-------- Dataset records

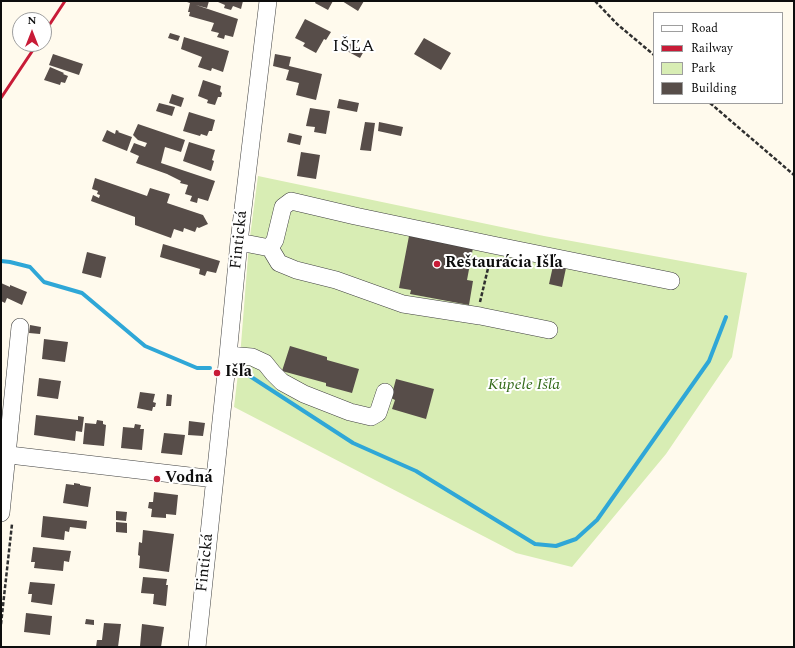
<!DOCTYPE html>
<html>
<head>
<meta charset="utf-8">
<style>
  body { margin:0 }
  #map { position:relative; width:795px; height:648px; overflow:hidden; background:#fffaed; font-family:Spectral,serif }
  canvas { display:block }
  .frame { position:absolute; inset:0; border:2px solid #0d0d0d; pointer-events:none }
  .legend { position:absolute; left:653px; top:12px; width:130px; height:92px; box-sizing:border-box; background:#fff; border:1px solid #9e9e9e; margin:0; padding:5px 7px; list-style:none; font-size:12px; color:#0d0d0d }
  .legend li { display:flex; align-items:center; gap:8px; height:20px }
  .legend b { width:20px; border:1px solid #9e9e9e }
  .north { position:absolute; left:12px; top:12px; width:40px; height:40px; box-sizing:border-box; background:#fff; border:1px solid #9e9e9e; border-radius:50%; rotate:0deg; font-size:11px; font-weight:700; line-height:16px; text-align:center; color:#0d0d0d }
  .north::after { content:''; display:block; margin:auto; width:14px; height:18px; background:#c81b37; clip-path:polygon(50% 0,100% 100%,50% 72%,0 100%) }
</style>
</head>
<body>
<div id="map">
<canvas width="795" height="648"></canvas>
<div class="frame"></div>
<ul class="legend">
<li><b style="height:5px;background:#fff"></b>Road</li>
<li><b style="height:5px;background:#c81b37"></b>Railway</li>
<li><b style="height:11px;background:#d8edb4"></b>Park</li>
<li><b style="height:11px;background:#574d49"></b>Building</li>
</ul>
<div class="north">N</div>
</div>
<script>
const c = document.querySelector('canvas').getContext('2d');
c.lineJoin = 'round';
function fill(path, color) { c.fillStyle = color; c.fill(path, 'evenodd'); }
const poly = rows => new Path2D(rows.map(r => 'M' + r).join(''));
function stroke(path, color, width, dash) { c.strokeStyle = color; c.lineWidth = width; c.lineCap = dash ? 'butt' : 'round'; c.setLineDash(dash || []); c.stroke(path); }
function label(font, color, halo, rows, align = 'center') {
  c.font = font + ' Spectral,serif'; c.lineWidth = 4; c.setLineDash([]); c.textBaseline = 'middle'; c.strokeStyle = halo; c.fillStyle = color; for (const [text, x, y, turn = 0] of rows) {
    c.save(); c.translate(x, y); c.rotate((+turn || 0) * Math.PI / 180); c.textAlign = isNaN(turn) ? turn : align; if (halo) c.strokeText(text, 0, 0); c.fillText(text, 0, 0); c.restore();
  }
}
fill(poly([
  [258,176,544,236,747,273,732,357,666,454,572,567,516,553,234,407,240,357,249,244]
]), '#d8edb4');
stroke(poly([
  [1,261,10,262,30,267,44,282,82,293,145,346,197,368,210,368],
  [242,371,353,443,416,471,535,544,556,546,576,539,597,520,709,361,726,317]
]), '#2fa7d7', 4);
fill(poly([
  [188,1,209,1,207,8,196,5,238,19,233,37,225,35,224,39,217,37,219,33,211,31,214,23,189,16,190,12,188,12,190,3,187,2],
  [218,1,243,1,241,9,233,6,231,10,224,8,225,5,218,2],
  [316,1,333,1,328,10,315,3],
  [342,1,364,1,358,11],
  [305,19,331,32,326,40,324,39,316,53,303,46,305,43,295,38],
  [170,33,180,36,178,41,168,38],
  [184,37,229,51,223,72,212,68,211,71,198,67,202,57,181,49],
  [424,38,451,53,441,70,414,54],
  [349,43,364,51,360,58,345,50],
  [53,54,83,64,79,75,49,65],
  [275,54,291,57,289,66,322,74,316,100,296,95,299,83,286,80,289,70,273,66],
  [50,67,64,73,63,74,68,76,65,83,61,82,60,85,44,80],
  [203,80,221,86,220,91,222,93,221,97,218,97,215,105,207,103,208,100,198,96],
  [172,94,184,98,181,107,169,103],
  [339,99,359,103,357,112,337,108],
  [159,103,175,107,172,116,156,111],
  [310,108,330,111,326,134,314,132,315,127,306,126],
  [189,112,215,120,212,131,209,131,207,136,201,134,200,136,183,131],
  [365,122,375,123,371,151,360,150],
  [379,122,403,127,401,136,378,131],
  [138,124,185,140,181,152,165,147,161,163,215,181,208,201,198,198,197,203,190,201,192,196,185,194,188,185,180,183,181,181,167,174,136,163,139,156,130,152,134,143,145,147,147,143,138,140,133,135],
  [107,130,115,134,116,130,119,131,118,132,132,137,127,151,102,141],
  [289,133,302,136,300,145,287,142],
  [189,142,215,150,212,160,214,161,211,171,183,161],
  [301,152,320,155,316,179,297,176],
  [95,178,147,196,150,188,170,194,167,203,203,215,208,224,199,228,197,227,195,232,184,228,183,232,174,229,171,238,135,225,135,217,91,201,93,195,99,198,100,195,97,194,98,191,92,189],
  [409,236,473,248,467,280,473,281,469,305,410,294,411,290,399,288],
  [163,244,220,261,216,273,207,271,205,276,199,274,200,269,160,257],
  [87,252,106,257,101,278,82,273],
  [553,266,566,268,562,287,549,284],
  [1,283,10,287,10,285,27,292,22,305,7,298,5,303,1,301],
  [30,325,41,327,40,334,29,333],
  [44,339,68,342,65,362,42,359],
  [290,346,327,357,327,360,359,369,352,393,326,386,326,383,282,371],
  [39,378,61,381,58,399,37,396],
  [396,379,434,389,426,419,392,409,395,400,391,398],
  [140,392,155,394,153,402,156,403,155,407,153,407,152,411,137,408],
  [167,394,172,395,171,406,166,406],
  [36,415,78,420,78,416,84,417,82,432,76,431,75,441,34,435],
  [97,420,103,421,103,424,106,425,104,446,83,444,85,423,96,424],
  [189,421,205,423,203,436,188,435],
  [135,424,141,425,140,429,144,429,142,450,121,448,123,427,134,428],
  [164,433,185,435,182,455,161,453],
  [74,483,80,484,80,485,91,487,88,507,63,503,66,484,74,485],
  [154,492,178,495,176,515,166,514,166,518,151,517,152,509,148,508,149,502,153,502],
  [116,511,127,512,126,521,116,520],
  [43,516,87,521,86,529,70,527,69,532,65,531,64,540,41,537],
  [116,522,127,523,127,533,116,532],
  [143,530,174,534,169,572,139,568,140,556,138,555,139,542,142,543],
  [33,547,71,551,69,562,64,561,63,571,34,568,35,562,31,562],
  [143,577,167,579,166,585,168,585,166,606,153,604,154,594,141,593],
  [30,582,55,584,52,605,31,602,32,594,28,594],
  [26,613,52,616,50,635,24,632],
  [86,619,94,620,94,625,85,624],
  [104,623,121,624,118,647,96,647,97,640,102,640],
  [142,624,164,627,161,647,140,646]
]), '#574d49');
const minor = poly([
  [239,242,270,248,275,240,283,207,291,201,355,216,493,245,671,281],
  [270,248,279,263,296,270,336,280,403,304,480,316,549,330],
  [228,355,252,357,265,363,273,373,282,382,304,394,350,412,371,417,378,413,385,392],
  [1,454,215,479],
  [1,513,20,327],
  [197,647,228,355,239,242,268,1]
]);
stroke(minor, '#404040', 18);
stroke(poly([
  [595,1,617,24,654,55],
  [710,103,794,175],
  [480,302,490,260],
  [1,624,12,524]
]), '#2f2f2f', 2.5, [4, 2]);
stroke(minor, '#fff', 17);
stroke(poly([
  [44,33,65,1],
  [1,98,37,44]
]), '#c81b37', 3);
for (const [x, y, r, color] of [
  [437,264,4,"#c81b37"],
  [217,373,4,"#c81b37"],
  [157,479,4,"#c81b37"]
]) { const dot = new Path2D(); dot.arc(x, y, r, 0, 2 * Math.PI); c.fillStyle = color; c.fill(dot); stroke(dot, '#fff', 1.5); }
label('16px', '#0d0d0d', '#fff', [
  ["Fintická",240,240,-84],
  ["Fintická",206,563,-84]
]);
label('bold 16px', '#0d0d0d', '#fff', [
  ["Reštaurácia Išľa",445,264],
  ["Išľa",225,373],
  ["Vodná",165,479]
], 'left');
label('italic 16px', '#336a19', '#fff', [
  ["Kúpele Išľa",524,386]
]);
c.letterSpacing = '1px';
label('17px', '#0d0d0d', '#fff', [
  ["IŠĽA",354,48]
]);
c.letterSpacing = '0px';
</script>
</body>
</html>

----------------

Show all lines above that contain "absolute".

_Answer section_
  .frame { position:absolute; inset:0; border:2px solid #0d0d0d; pointer-events:none }
  .legend { position:absolute; left:653px; top:12px; width:130px; height:92px; box-sizing:border-box; background:#fff; border:1px solid #9e9e9e; margin:0; padding:5px 7px; list-style:none; font-size:12px; color:#0d0d0d }
  .north { position:absolute; left:12px; top:12px; width:40px; height:40px; box-sizing:border-box; background:#fff; border:1px solid #9e9e9e; border-radius:50%; rotate:0deg; font-size:11px; font-weight:700; line-height:16px; text-align:center; color:#0d0d0d }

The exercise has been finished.